I have gotten a file chooser working to default to the current directory of a path loaded into a text box from a .mdb, and allow selection/update of that file/path to a new one selected from my file chooser. Now what I want to do is add a button to open the file at the selected path...how do I invoke this? In windows, it would be a shell command, having trouble tracking down doc/syntax for this in java. Assuming user default for program associated with file extension.

Thank you :-)

I assumes that you are using JFileChooser class.

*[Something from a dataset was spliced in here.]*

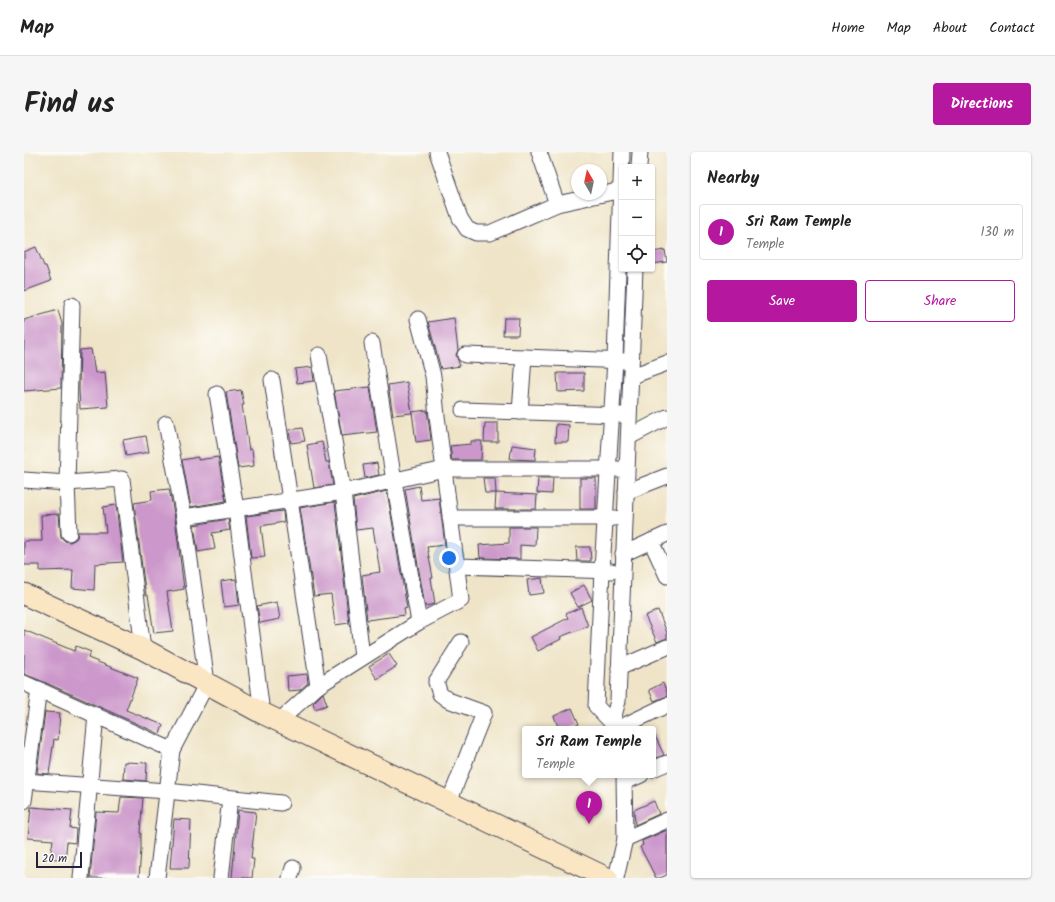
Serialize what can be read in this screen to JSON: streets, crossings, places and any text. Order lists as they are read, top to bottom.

> what I want to do is add a button to open the file at the selected path

By default , if it's a Open dialog , you will get two buttons. 1. Open 2. Cancel.
the showXXXDialog() of JFileChooser returns int. If it's APPROVE_OPTION then you can
get selection file path using getSelectedFile() method.

Here is a sample



JFileChooser fileChooser = new JFileChooser();
int nSelection = fileChooser.showOpenDialog( frame );

if( nSelection == fileChooser.APPROVE_OPTION ){
File selectedFile = fileChooser.getSelectedFile();
}





Poochi...

Yes, that far I have gotten...what I would like to do with the file path is actually launch the application associated with it to open it. For example, if it is a .txt file, I would like to launch notepad or wordpad, whichever is associated with it and have the document open up in there. If a .doc file, lauch word, if an .exe, etc. etc.